Synopses & Reviews
Alan Richman has dined in more unlikely locations and devoured more tasting menus than any three other food critics combined. Over the decades, his editors have complained incessantly about his expense accounts but never about his appetite. He has reviewed restaurants in all the best Communist countries (China, Vietnam, Cuba) and supped heartily all over the free world. Wherever he's gone, GQ
magazine's acclaimed food, wine, and restaurant critic has brought along his impeccable palate, Herculean constitution, and biting humor.
In this globe-trotting literary smorgasbord, the eleven-time winner of the James Beard Foundation Award for food writing retraces his most savory culinary adventures. Richman's inexhaustible hunger and unquenchable curiosity take him to the best restaurants and most irresistible meals, from Monte Carlo to Corona, Queens. He seeks out the finest barbecue in America it's in Ayden, North Carolina, by the way the costliest sushi in Los Angeles, and the most perfumed black truffles in France. Along the way he has studied at Paul Bocuse's cooking school in Lyon (and failed), moonlighted as a sommelier in New York (and failed), and charmed his way through a candlelight dinner with actress Sharon Stone (and failed big time).

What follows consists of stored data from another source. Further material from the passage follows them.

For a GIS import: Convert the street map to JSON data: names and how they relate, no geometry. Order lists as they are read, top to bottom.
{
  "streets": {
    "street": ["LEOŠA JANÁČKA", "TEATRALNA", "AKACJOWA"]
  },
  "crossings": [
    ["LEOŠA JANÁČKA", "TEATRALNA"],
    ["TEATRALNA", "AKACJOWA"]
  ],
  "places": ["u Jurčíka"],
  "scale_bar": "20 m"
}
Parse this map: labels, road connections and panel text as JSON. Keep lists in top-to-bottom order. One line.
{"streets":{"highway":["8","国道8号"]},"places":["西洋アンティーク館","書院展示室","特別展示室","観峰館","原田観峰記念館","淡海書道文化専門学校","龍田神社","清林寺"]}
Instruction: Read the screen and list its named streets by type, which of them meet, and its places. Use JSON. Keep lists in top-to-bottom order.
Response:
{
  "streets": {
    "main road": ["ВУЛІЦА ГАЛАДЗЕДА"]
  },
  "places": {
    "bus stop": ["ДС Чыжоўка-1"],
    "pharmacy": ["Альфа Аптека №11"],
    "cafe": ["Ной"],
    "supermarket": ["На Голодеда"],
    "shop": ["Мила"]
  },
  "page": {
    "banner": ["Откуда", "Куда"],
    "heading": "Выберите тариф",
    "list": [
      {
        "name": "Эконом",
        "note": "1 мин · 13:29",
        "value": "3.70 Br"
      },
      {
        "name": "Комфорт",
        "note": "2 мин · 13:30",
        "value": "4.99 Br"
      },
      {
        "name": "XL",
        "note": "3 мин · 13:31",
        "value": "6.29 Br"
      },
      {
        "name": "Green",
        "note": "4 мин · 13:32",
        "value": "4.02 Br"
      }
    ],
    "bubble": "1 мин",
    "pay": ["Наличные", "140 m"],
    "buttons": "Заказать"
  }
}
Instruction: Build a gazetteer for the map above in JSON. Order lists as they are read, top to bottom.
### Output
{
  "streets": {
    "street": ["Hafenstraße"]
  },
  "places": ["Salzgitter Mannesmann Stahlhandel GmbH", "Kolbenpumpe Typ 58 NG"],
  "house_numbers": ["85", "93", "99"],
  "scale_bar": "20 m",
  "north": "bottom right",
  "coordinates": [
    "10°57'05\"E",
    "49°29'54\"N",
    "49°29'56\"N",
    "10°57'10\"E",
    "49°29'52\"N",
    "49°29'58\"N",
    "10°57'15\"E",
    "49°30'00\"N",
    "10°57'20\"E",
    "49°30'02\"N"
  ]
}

Through it all roughly 50,000 meals and still counting one thing is certain: Alan Richman has never come to a fork in the road without a fork in his hand.
"As GQ's longtime food critic and an 11-time James Beard Award winner, Richman has eaten a lot of fancy food. But the best essays in this collection-culled mainly from his work for magazines-don't speak of foie gras or truffles. The accounts of Richman's escapades eating at places like Alain Ducasse's three Michelin-starred Le Louis XV, and even his reminiscences of meals at dives like the Pantry in Los Angeles, become repetitive when grouped together. The two standouts are the essays about Richman's parents. In 'A Mother's Knishes,' he achieves the quasi-miraculous feat of finding something fresh to say about a food-crazed Jewish mother, in this case by recounting her loss of identity as she descends into senility and loses her culinary skills. The second, the hilarious 'Miami Weiss,' investigates the 'Early Bird' tradition of South Florida. When the doors open at 5 p.m. at the Fort Lauderdale restaurant Fifteenth Street Fisheries, Richman writes, 'It's a sort of Geriatric Olympics.' The essays are arranged in menu-like fashion under such headings as 'Appetizers,' 'Entrees,' etc. The 'Palate Cleansers' are unsatisfactory, brief pieces, with titles like 'Ten Commandments for Diners,' which come off as condescending. Also, Richman's attitude toward women is archaic to say the least ('she was a woman who knew how to eat like a man'), which may turn off a good number of readers." Publishers Weekly (Copyright Reed Business Information, Inc.)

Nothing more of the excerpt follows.